Written by Suchit Punnose | Dec 19, 2016 12:00:00 AM

Look back as little as ten years and you’d find a very different Indian Property Market from the one we know today: Central Government Policy on Property, indeed the very question of whether the Government even had a Property Policy worthy of the name, was a vexatious and thinly understood issue. In particular, the Indian Government had markedly failed to come to terms with radical problems caused by a surge in unplanned urbanisation, unleashed by the rapid strengthening of the underlying economy; in addition to which income disparity and sector specific unemployment across the subcontinent had also contributed to a national housing shortage which was running at 51 million units by 2011.

But that’s all changed now.

Equity Investments in Property Projects are now on the increase. According to this month’s JLL India Report, out of a total of $5.2 Billion worth of private equity investments over the last two years, no less than 43% were effected in Property Projects using equity structures (that is, investment in the corporate vehicle carrying out the development rather than the resulting bricks and mortar put on sale to the public); and in the year to date, more than $2.8 Billion worth of these platforms have been created and are focused on producing affordable and middle-income housing.

All that may sound like dry statistics, but don’t be fooled. It points to a deeper fact of potentially profound importance to the future of the property sector on the subcontinent.

Investors will usually only make an equity investment of that kind if they are confident the project will actually be seen through to completion at a profit. Ask anyone involved in project finance and they will tell you that despite all the millions invested and no matter how good it looks, a power station is only worth having if it’s finished and has started generating power. Nobody wants a half built Facility just as nobody wants a half-built block of flats, and a half-built block of flats will do nothing to address an urban housing shortage.

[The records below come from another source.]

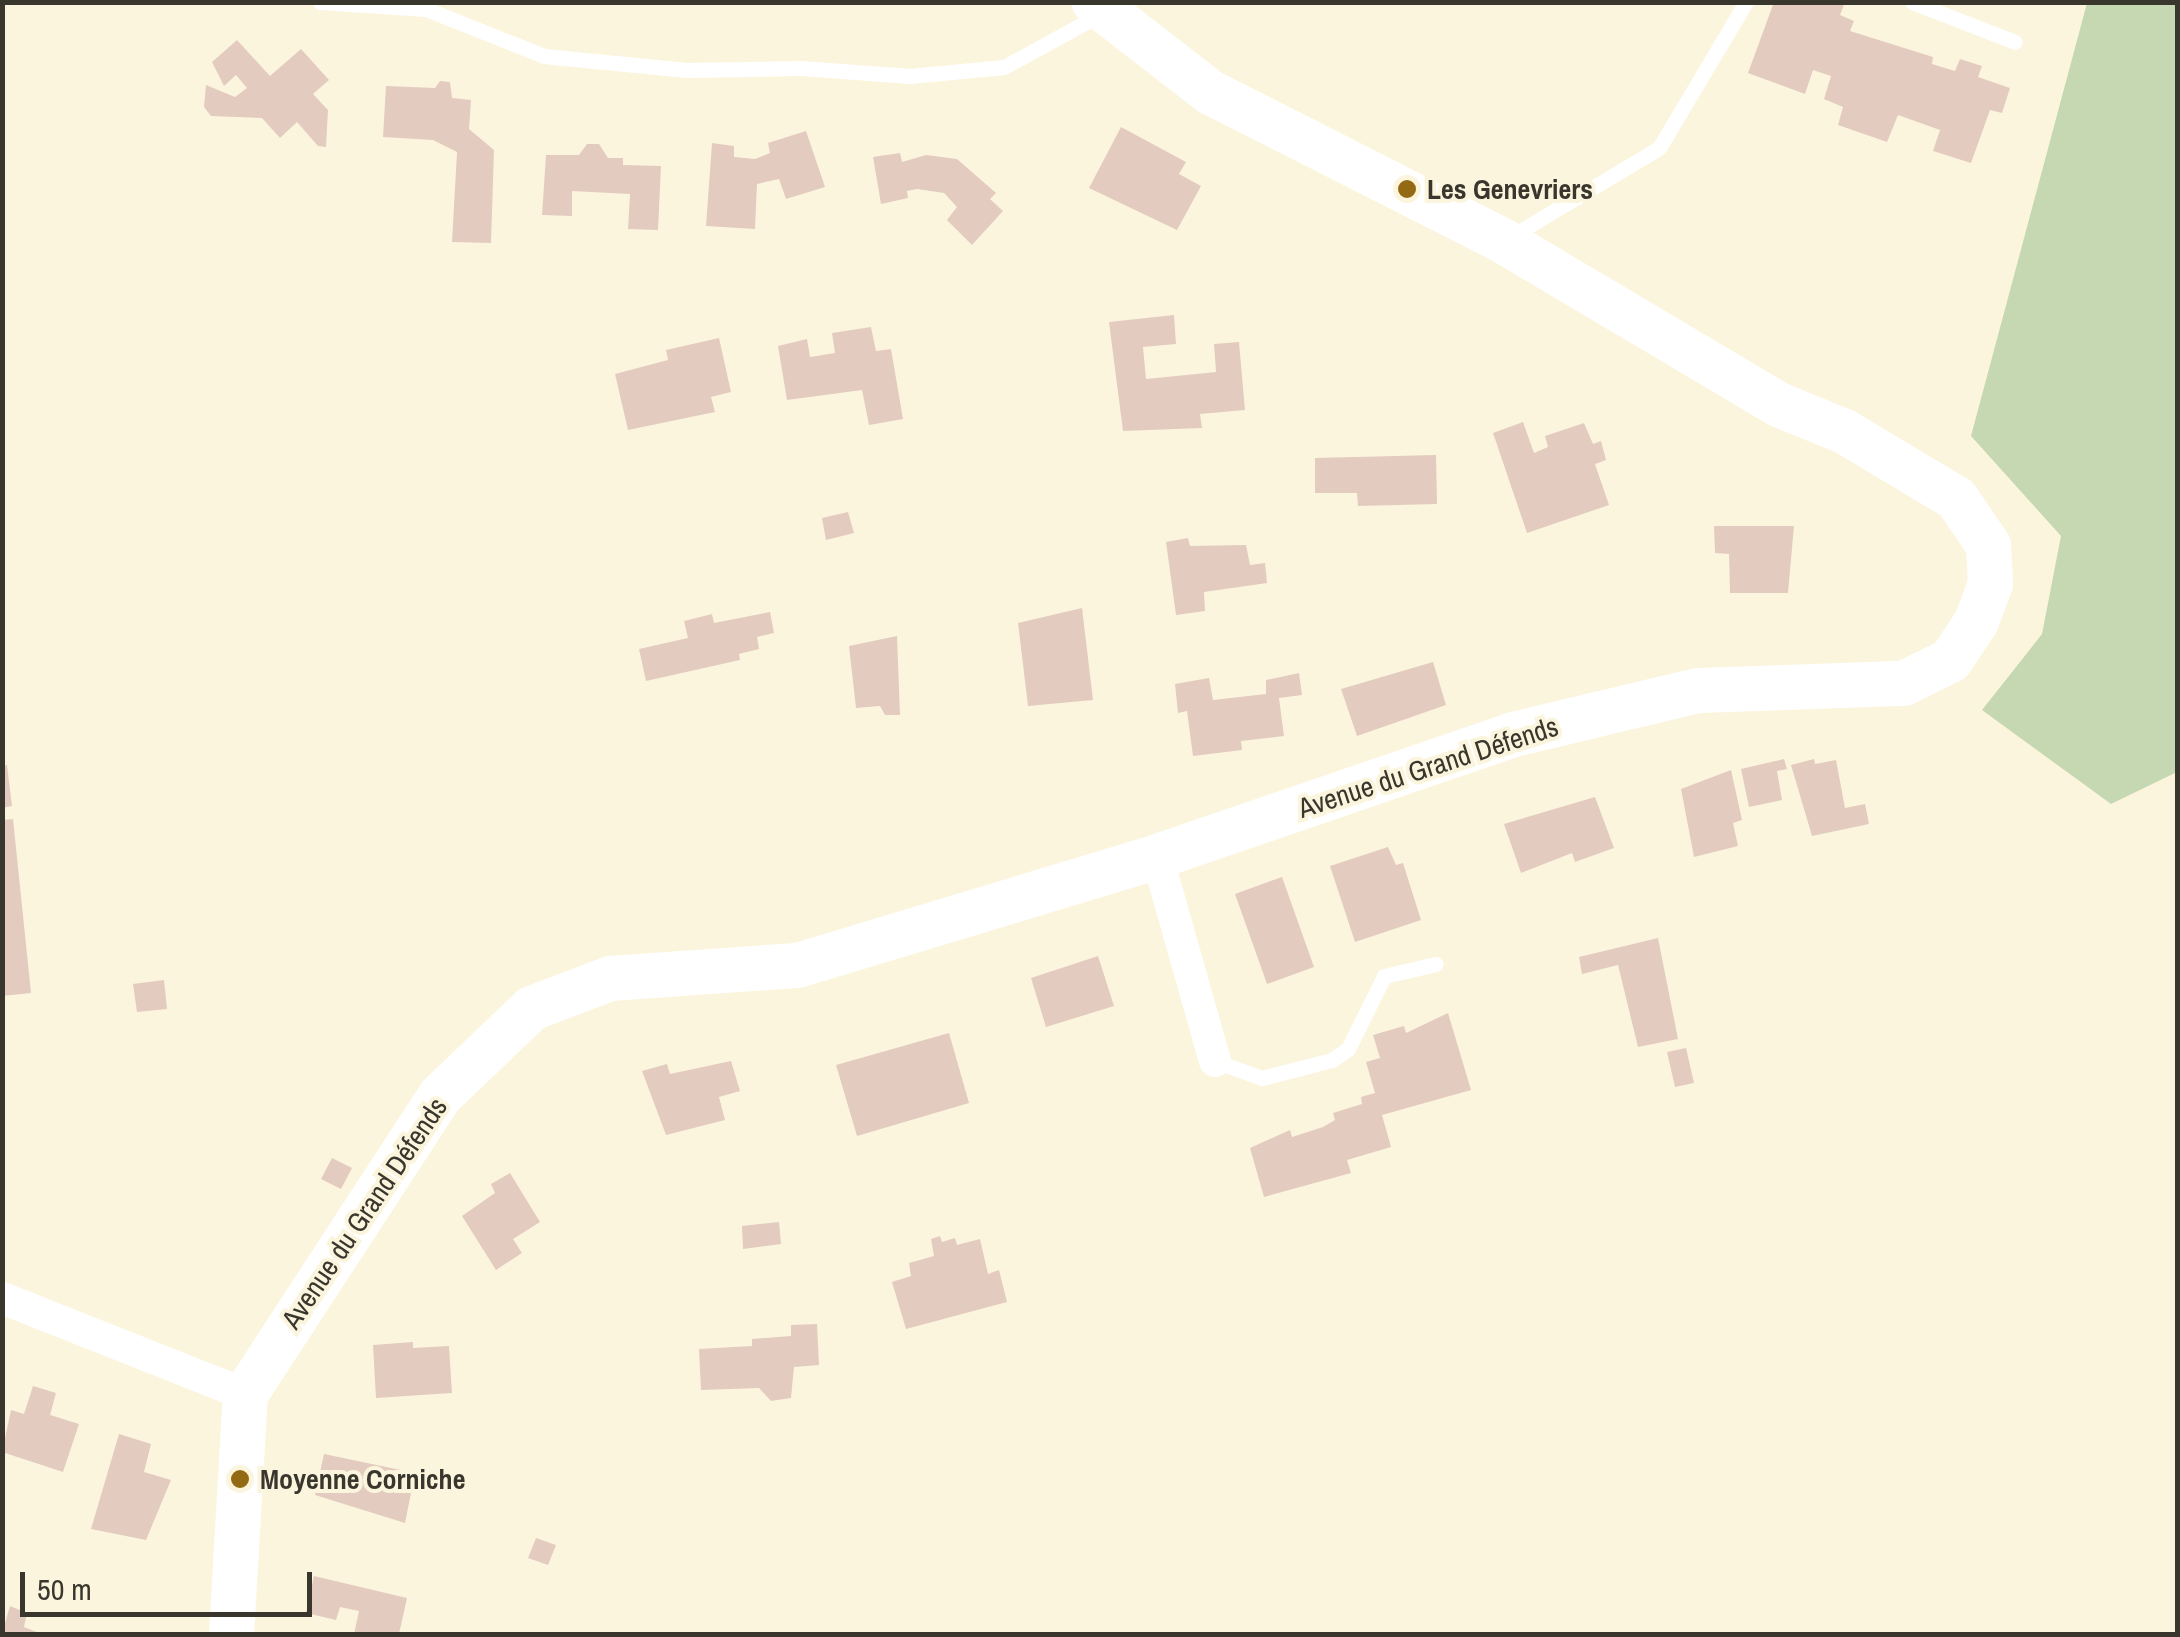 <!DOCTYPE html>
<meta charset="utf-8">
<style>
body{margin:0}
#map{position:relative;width:2180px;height:1637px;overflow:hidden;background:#fcf5de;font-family:"Archivo Narrow",sans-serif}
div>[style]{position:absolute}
.green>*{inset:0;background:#c6d8b1}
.building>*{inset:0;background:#e3cbbf}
.path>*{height:6px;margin-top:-3px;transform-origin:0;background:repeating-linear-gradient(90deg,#bbb5a3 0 5px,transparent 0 13px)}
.lane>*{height:15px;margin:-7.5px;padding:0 7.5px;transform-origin:7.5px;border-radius:7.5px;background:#fff}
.street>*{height:32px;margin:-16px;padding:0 16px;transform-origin:16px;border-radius:16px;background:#fff}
.secondary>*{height:45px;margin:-22.5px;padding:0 22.5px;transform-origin:22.5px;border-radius:22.5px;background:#fff}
.dots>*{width:28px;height:28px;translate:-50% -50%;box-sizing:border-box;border:5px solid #fcf5de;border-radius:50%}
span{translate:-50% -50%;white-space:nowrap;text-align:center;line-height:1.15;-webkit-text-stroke:8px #fcf5de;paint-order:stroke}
.poi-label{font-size:28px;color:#39362d;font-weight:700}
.left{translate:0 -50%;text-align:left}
.street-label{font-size:28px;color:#39362d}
.frame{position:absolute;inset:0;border:5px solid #39362d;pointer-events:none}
.scale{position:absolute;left:20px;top:1572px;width:292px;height:45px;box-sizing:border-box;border:5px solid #39362d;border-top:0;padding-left:12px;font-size:30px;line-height:35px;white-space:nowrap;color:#39362d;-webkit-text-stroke:8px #fcf5de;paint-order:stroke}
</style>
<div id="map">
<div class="green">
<i style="clip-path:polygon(2087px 3px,2178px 3px,2177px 772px,2111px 804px,1982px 710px,2042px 634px,2061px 536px,1971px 436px)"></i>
</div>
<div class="building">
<i style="clip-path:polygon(1774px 2px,1845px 2px,1840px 15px,1854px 21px,1850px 31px,1933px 57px,1932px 64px,1955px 71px,1960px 59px,1982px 66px,1978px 77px,2010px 88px,2002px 113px,1990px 110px,1971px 163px,1933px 151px,1940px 130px,1898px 115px,1887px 142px,1838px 125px,1843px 107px,1824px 99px,1831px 76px,1813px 70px,1805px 94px,1748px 73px)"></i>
<i style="clip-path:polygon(237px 40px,270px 76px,301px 49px,329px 80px,313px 94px,328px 110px,326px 147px,318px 146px,297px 122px,280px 138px,262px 118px,211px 116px,204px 107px,206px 85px,235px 97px,247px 88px,236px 75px,224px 86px,212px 62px)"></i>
<i style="clip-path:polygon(440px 81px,450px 82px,452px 98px,471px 100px,469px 129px,494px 150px,491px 243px,452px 242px,457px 152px,433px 140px,383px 137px,386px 86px,435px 88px)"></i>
<i style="clip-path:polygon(1121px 127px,1186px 162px,1179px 174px,1201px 186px,1177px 230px,1089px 188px)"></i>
<i style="clip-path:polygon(806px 131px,825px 187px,786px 199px,779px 179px,757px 184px,755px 229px,706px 226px,712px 143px,734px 146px,734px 157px,755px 159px,770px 153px,768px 143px)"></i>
<i style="clip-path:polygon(587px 144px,599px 144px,608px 158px,623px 158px,623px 165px,661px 166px,658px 230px,628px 229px,630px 194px,572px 191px,572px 216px,542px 215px,546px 155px,579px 155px)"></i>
<i style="clip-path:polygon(900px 153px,902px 162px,926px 155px,957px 159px,996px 193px,990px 199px,1003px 211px,972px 245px,947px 220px,957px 207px,944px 193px,917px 189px,907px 191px,908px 198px,881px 204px,873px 157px)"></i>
<i style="clip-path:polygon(1174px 315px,1176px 344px,1143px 347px,1146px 379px,1216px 372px,1214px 344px,1239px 342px,1245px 410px,1200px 414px,1202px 428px,1123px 431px,1109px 322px)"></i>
<i style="clip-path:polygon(871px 327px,876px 351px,891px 349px,903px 419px,869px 425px,862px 390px,787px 400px,778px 346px,807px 339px,810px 357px,835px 353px,832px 333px)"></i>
<i style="clip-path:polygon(719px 338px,731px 392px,711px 397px,715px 412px,628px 430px,615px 374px,668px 360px,666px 350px)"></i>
<i style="clip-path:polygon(1523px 422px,1534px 453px,1548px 447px,1545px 436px,1584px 423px,1593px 444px,1601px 441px,1606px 460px,1595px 464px,1609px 505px,1527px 533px,1493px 433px)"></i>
<i style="clip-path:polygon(1436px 455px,1437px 504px,1358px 506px,1357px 493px,1315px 493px,1315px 458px)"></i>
<i style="clip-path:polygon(848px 512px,854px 533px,826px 540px,822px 518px)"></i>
<i style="clip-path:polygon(1714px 526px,1794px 526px,1788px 593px,1730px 593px,1729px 554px,1715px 553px)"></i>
<i style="clip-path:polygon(1188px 538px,1190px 546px,1246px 545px,1250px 565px,1265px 563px,1267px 583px,1204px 592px,1205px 611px,1176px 615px,1166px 542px)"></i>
<i style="clip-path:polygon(1082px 608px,1093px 700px,1028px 706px,1018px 623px)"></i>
<i style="clip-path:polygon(770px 612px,774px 633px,757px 637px,759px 649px,739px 654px,740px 660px,646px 681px,639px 649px,688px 638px,684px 621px,712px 614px,714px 623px)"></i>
<i style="clip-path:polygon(897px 636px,900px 715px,885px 715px,880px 706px,856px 708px,849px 646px)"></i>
<i style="clip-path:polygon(1433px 662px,1446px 705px,1357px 736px,1341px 689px)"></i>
<i style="clip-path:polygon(1299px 673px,1302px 695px,1279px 698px,1284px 736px,1241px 741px,1242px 750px,1193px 756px,1187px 711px,1178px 713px,1175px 684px,1209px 678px,1213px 700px,1266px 694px,1266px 680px)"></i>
<i style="clip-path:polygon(1784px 759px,1787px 769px,1777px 771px,1782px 800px,1749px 807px,1741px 769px)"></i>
<i style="clip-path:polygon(1814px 759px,1815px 764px,1836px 760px,1845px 808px,1865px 804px,1869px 824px,1812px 836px,1791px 765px)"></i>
<i style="clip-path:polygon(7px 765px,12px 806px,2px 808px,2px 766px)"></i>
<i style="clip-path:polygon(1731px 770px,1742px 820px,1733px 823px,1738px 846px,1694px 857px,1681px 789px)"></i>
<i style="clip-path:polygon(1595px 797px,1614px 848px,1575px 862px,1572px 853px,1521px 873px,1504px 824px)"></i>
<i style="clip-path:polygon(13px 819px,31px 993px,2px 996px,2px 820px)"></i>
<i style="clip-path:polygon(1388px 847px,1396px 865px,1403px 863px,1421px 920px,1355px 942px,1330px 866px)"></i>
<i style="clip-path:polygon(1282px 877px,1314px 967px,1267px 984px,1235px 894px)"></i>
<i style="clip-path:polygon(1658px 938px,1678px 1039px,1638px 1047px,1618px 965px,1582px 974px,1579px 957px)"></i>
<i style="clip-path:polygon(1098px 956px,1114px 1006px,1046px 1027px,1031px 978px)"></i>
<i style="clip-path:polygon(164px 980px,167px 1009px,137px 1012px,133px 984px)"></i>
<i style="clip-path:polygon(1448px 1013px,1471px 1090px,1382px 1115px,1391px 1147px,1347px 1160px,1351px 1173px,1264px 1197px,1250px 1148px,1290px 1130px,1292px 1137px,1323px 1127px,1335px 1120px,1333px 1113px,1362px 1104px,1361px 1097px,1375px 1093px,1366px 1062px,1380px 1058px,1373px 1035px,1404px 1026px,1406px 1033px)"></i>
<i style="clip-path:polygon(949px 1033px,969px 1103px,857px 1136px,836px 1065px)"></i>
<i style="clip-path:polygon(1686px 1048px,1694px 1083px,1675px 1087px,1667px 1052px)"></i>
<i style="clip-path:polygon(731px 1061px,740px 1091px,719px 1097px,725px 1120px,666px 1135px,642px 1071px,667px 1064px,670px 1074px)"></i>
<i style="clip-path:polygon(332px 1158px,352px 1168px,341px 1189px,321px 1179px)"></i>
<i style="clip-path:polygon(510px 1173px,540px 1222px,513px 1239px,522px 1253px,496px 1270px,462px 1216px,495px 1193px,491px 1184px)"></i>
<i style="clip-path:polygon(779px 1222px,781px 1244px,743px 1249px,742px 1226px)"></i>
<i style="clip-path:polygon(940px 1236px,942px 1242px,955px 1238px,957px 1245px,980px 1239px,988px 1274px,999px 1270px,1007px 1302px,906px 1329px,892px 1282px,911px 1276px,909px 1263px,934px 1256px,931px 1239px)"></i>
<i style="clip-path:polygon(817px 1324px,819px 1365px,794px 1367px,791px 1398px,771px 1401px,759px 1388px,701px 1390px,699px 1349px,752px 1346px,752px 1339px,791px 1336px,791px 1325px)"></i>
<i style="clip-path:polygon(413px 1342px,413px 1348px,449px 1346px,452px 1393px,376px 1398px,373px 1345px)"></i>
<i style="clip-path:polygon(33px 1386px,56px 1393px,50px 1415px,79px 1424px,63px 1472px,2px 1452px,11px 1410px,24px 1414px)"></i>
<i style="clip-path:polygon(119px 1434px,151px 1444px,144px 1472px,171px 1480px,146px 1540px,91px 1529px)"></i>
<i style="clip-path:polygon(324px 1454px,415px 1473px,405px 1523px,315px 1495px)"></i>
<i style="clip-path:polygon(536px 1538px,556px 1545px,548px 1565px,528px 1558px)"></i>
<i style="clip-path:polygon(314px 1576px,407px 1598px,399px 1634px,354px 1634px,359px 1611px,340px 1607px,336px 1620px,306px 1613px)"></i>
<i style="clip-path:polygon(10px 1606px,27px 1613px,24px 1627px,42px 1634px,2px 1634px)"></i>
</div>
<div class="path">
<i style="left:2178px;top:90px;width:31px;rotate:90deg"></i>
</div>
<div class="lane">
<i style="left:320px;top:2px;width:106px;rotate:3.8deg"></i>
<i style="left:426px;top:9px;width:127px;rotate:21.7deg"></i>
<i style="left:544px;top:56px;width:143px;rotate:5.6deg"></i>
<i style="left:686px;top:70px;width:115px;rotate:-1deg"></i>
<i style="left:801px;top:68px;width:109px;rotate:4.2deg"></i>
<i style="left:910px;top:76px;width:94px;rotate:-5.5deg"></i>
<i style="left:1004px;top:67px;width:108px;rotate:-28.7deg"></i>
<i style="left:1912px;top:2px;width:110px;rotate:21.2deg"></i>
<i style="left:1512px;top:236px;width:171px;rotate:-30.9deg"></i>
<i style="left:1659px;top:148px;width:170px;rotate:-59.2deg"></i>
<i style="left:1215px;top:1061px;width:50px;rotate:19.9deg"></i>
<i style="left:1262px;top:1078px;width:72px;rotate:-14.4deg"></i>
<i style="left:1332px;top:1060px;width:19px;rotate:-35deg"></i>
<i style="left:1348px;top:1049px;width:81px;rotate:-63.7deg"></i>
<i style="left:1384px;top:976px;width:53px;rotate:-13deg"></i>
</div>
<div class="street">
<i style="left:1157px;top:856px;width:213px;rotate:74.2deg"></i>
<i style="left:2px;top:1298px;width:261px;rotate:21.6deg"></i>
</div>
<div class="secondary">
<i style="left:231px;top:1634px;width:240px;rotate:-86.7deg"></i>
<i style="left:245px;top:1394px;width:356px;rotate:-56.9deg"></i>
<i style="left:439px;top:1096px;width:127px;rotate:-43.7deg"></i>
<i style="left:531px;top:1008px;width:85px;rotate:-20.8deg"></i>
<i style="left:610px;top:978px;width:187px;rotate:-4deg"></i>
<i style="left:797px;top:965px;width:376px;rotate:-16.8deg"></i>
<i style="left:1157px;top:856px;width:376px;rotate:-18.9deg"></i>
<i style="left:1513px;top:734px;width:190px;rotate:-13.4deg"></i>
<i style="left:1698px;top:690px;width:205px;rotate:-2deg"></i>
<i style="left:1903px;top:683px;width:52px;rotate:-26.1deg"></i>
<i style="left:1950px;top:660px;width:47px;rotate:-56.3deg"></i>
<i style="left:1976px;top:621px;width:40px;rotate:-69.8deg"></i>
<i style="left:1990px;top:583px;width:38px;rotate:-93deg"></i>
<i style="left:1988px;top:545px;width:57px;rotate:-124.2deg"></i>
<i style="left:1956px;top:498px;width:131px;rotate:-149.1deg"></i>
<i style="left:1844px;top:431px;width:71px;rotate:-157.8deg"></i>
<i style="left:1778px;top:404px;width:319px;rotate:-149.3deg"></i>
<i style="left:1504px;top:241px;width:330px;rotate:-153.1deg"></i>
<i style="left:1210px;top:92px;width:147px;rotate:-142.2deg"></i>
</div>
<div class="dots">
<i style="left:1407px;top:189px;background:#936a13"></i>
<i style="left:240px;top:1479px;background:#936a13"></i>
</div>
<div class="poi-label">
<span class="left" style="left:1427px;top:189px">Les Genevriers</span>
<span class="left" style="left:260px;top:1479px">Moyenne Corniche</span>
</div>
<div class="street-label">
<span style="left:1428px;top:767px;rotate:-18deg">Avenue du Grand Défends</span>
<span style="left:364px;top:1213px;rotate:-56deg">Avenue du Grand Défends</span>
</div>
<div class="frame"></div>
<div class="scale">50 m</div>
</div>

It will do nothing, in short, to deal with that 51 million shortfalls from 2011.

All of which brings us back to the role of Central Government in India because it has finally woken up to the need to step in and help chart for investors a clear course through a development’s life; giving in the process the sort of assurances on effective completion that equity investors have traditionally been lacking.

Its key instrument of policy has been the Real Estate (Property and Development) Act 2016 (“REDA”).

All commercial and residential real estate projects of 500 square meters and more (that’s all the projects that matter) must now be registered under the terms of REDA with the Real Estate Regulatory Authority (“RERA”), and RERA then acts as an agent to provide greater transparency on what the project in question involves and on when it is likely to be completed. Cast your mind back to the power station analogy; RERA gives the transparency an investor needs to understand enough about the project to make it worth investing in. It’s not a shot in the dark on whether it will be completed at all.

So it should be no surprise to hear on the back of REDA coming into force this year that the level of equity investment in property projects has increased so radically. The legislation is an astute and well directed effort by the Indian Government to respond proactively to an investment need; and the results are striking if we look at the JLL statistics.

They could even be about to get more striking still because the Government of Prime Minister Modi has now released a set of Executory Rules designed to give the legislation more teeth at State level; and all States save Karnataka had implemented those Rules by the beginning of November.

As for future prospects, this month’s JLL India Report wasn’t mincing its words either:

From the Investor’s point of view there couldn’t be a better time. Earlier, lack of uniformity and transparency were the key challenges the real estate sector was plagued with and this had kept equity investment at bay…..Today, however, the change towards better corporate governance and higher transparency is being seen across all industries, but especially real estate”.

We’ve come a long way in the last ten years.

Red Ribbon CEO, Suchit Punnose said:

It is true that the sheer scale of investment into Infrastructure right across India is simply staggering at the moment. But that is a necessary price to pay if economic growth across the subcontinent is to be maintained at anything like its recent historic rates. Moving goods around the country, moving people around and securing effective transit of raw materials: these are all essential for a modern, global economy. And I am heartened to seeing them being addressed as a priority because they are a priority.

I am looking forward to seeing just how and at what level the Government proposes next to secure a fully effective “joining up” of the infrastructure as it becomes available.